056 音痴も愛嬌!
ウォーレン歴9年 陽春の月5日 日中
鳥の魔物を捕まえた私は、アレンさんと相談するために、鳥の魔物を連れて下に降りることにした。
「こっちおいでー」
言葉が通じるのかはさておき、そう声をかけてから足を下方向に踏み出す。おお、下りられる。
私が数段階下りたところで、鳥の魔物も飛び立って私と一緒にゆっくり下降を始めた。
……そして、ひなたちもぞろぞろついてくる。羽音がとんでもなくうるさいくらいだ。
「大所帯ですネェ」
のんびりそんなことを言うアレンさんの手前に着地すると、鳥の魔物たちもそろって着地する。
私はとりあえずひとつ息をついて、「捕獲縄」に首を捕まったままおとなしく地面に座り込んでいる鳥の魔物の親鳥を見やった。
「アレンさん、このあとどうする?」
「どうしましょうかァ。適当な音を覚えさせればいいわけですがァ」
「いつだったか吹いてた笛は? 魔物にしか聞こえないやつ」
「あれだとちゃんと覚えてくれたかどうか我々が判別できないのが問題なんですよネェ」
「あー……」
そうか、魔物にしか聞こえないから人間の私たちから聞こえないんだった。
私たちが困っているのもおかまいなしに、親鳥は小さくりんごんとさえずっている。
突然、アレンさんがアァ、と手を叩いた。
「エスターはよく鼻歌を歌うでショウ? あれのどれかを覚えてもらうのはどうでしょうかァ」
「え」
たしかにその、ちょっと機嫌がよかったりすると鼻歌が飛び出すことはあるけど、アレンさんの前で歌った自覚がない。
無意識……? なんかすっごい恥ずかしいんだけど。
アレンさんがつい固まってしまった私を見て小首をかしげた。
「エスター?」
「あ、えっと、うん、いいとオモイマス」
恥ずかしさのあまりカタコトになったのは見逃してほしい。
アレンさんは木箱の中から大きいガラス玉と小さいガラス玉のセットの魔術道具を取り出した。
「町の人に証拠として見てもらうために記録しておきましょうネェ」
この魔術道具は「映像球」といって、両方のガラス玉に魔力を込めてから、小さいガラス玉に見せたいものを映すと、映像と音が大きいガラス玉で1日間再生できるようになる魔術道具だ。
私はふたつのガラス玉を受け取る。

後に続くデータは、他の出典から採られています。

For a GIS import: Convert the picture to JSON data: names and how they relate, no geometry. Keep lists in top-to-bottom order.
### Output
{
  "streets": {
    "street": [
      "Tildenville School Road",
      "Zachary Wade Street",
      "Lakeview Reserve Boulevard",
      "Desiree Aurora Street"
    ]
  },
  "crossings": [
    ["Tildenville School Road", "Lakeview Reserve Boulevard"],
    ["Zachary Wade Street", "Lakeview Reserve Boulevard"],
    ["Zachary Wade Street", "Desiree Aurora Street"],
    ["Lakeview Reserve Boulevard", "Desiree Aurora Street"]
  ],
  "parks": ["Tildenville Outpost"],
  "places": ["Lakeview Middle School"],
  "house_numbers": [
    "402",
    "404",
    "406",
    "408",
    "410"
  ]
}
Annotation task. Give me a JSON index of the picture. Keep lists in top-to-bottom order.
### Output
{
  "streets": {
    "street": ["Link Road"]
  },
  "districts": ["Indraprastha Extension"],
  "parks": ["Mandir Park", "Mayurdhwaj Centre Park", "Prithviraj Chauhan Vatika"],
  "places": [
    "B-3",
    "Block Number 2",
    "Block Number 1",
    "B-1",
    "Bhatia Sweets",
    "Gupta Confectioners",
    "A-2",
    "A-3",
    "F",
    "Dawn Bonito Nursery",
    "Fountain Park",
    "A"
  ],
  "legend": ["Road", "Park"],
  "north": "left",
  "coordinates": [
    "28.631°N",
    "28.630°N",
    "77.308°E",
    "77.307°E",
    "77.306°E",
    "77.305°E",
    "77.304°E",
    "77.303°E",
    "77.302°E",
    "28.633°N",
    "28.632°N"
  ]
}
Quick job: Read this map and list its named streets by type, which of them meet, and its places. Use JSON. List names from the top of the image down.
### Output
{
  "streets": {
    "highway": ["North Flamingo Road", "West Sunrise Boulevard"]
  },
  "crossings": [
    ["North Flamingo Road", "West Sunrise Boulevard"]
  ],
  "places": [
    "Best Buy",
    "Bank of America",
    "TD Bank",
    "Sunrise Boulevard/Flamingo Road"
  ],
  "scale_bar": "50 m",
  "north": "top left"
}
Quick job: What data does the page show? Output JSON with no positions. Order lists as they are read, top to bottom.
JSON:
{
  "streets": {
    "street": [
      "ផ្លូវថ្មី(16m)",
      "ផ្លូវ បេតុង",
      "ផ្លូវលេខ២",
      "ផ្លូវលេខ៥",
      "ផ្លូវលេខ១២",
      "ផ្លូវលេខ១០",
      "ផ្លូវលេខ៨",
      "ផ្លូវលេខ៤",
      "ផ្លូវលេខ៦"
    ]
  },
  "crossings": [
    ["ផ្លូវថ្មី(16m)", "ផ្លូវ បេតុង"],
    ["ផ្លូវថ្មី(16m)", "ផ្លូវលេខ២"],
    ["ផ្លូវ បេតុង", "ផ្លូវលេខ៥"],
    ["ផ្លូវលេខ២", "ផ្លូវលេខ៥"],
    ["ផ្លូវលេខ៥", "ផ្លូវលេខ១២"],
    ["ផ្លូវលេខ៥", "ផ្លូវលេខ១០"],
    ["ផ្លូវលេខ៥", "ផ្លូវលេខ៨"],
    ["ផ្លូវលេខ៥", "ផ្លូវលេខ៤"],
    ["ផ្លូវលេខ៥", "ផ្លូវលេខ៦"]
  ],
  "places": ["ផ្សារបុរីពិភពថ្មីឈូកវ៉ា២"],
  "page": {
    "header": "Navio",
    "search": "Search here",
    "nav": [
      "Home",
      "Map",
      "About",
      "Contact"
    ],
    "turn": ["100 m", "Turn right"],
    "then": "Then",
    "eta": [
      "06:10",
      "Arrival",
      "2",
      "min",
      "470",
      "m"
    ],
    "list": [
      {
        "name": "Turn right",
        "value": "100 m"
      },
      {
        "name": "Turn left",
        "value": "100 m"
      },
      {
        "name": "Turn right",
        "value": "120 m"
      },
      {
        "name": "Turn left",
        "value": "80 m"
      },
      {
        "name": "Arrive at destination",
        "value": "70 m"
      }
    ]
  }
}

少しして小さいガラス玉が浮き上がったので、大きいガラス玉をアレンさんに返す。
そして、小さいガラス玉を親鳥の魔物のほうに近づけた。これでいい、かな。
まずは鐘の音を覚えている証拠撮影からだ。
「鳴いてみて」
通じるかはさておき、そう声をかけてみる。すると意外と通じたのか、親鳥は大きく翼を広げて口を開けた。
りーん、ごーん!
立派な鐘の音が鳴る。ひな鳥がわらわらと親鳥の周りに集まった。
「じゃあエスター、鼻歌をどうぞォ」
「う、うん」
これ、証拠として見せるんだよね……なんか緊張する。私は息を吸い込んだ。
「ふふん~ふんふん~」
親鳥は黙って私の鼻歌を聞いている。少しして、りんごん、と鳴いた。
「覚えてくれない……」
「根気強く続けまショウ」
「はぁい」
アレンさんに励まされて、私は何度か同じ鼻歌を歌った。もう疲れてきたと思ったところで、親鳥が口を開ける。
ふふん~ふんふん~。
「あ!」
「覚えてくれましたネェ」
ためしに、もう一回鳴いてみて、と声をかけてみる。親鳥は同じように鳴いた。ひな鳥がぴょこぴょこ親鳥の周りを跳ね回った。
……私の声をそのまんま覚えてるから仕方ないんだけど、恥ずかしいな……。
ふとアレンさんのほうを見ると、アレンさんはなにやら笑いをこらえるように口元をひくひくさせていた。
「アレンさん?」
「エスターってェ……ちょこっと、音痴ですよネェ……」
私はかっと顔が熱くなるのを感じた。
「恥ずかしいから言わないでよアレンさん!」
「アッハッハ、すみません」
「反省の色がないー!」
私はぶんぶん腕を振り回す。とうとう耐えきれなくなったアレンさんが笑いだす。
そんな私たちを尻目に、親鳥は気に入った様子で私の鼻歌を繰り返していたのだった。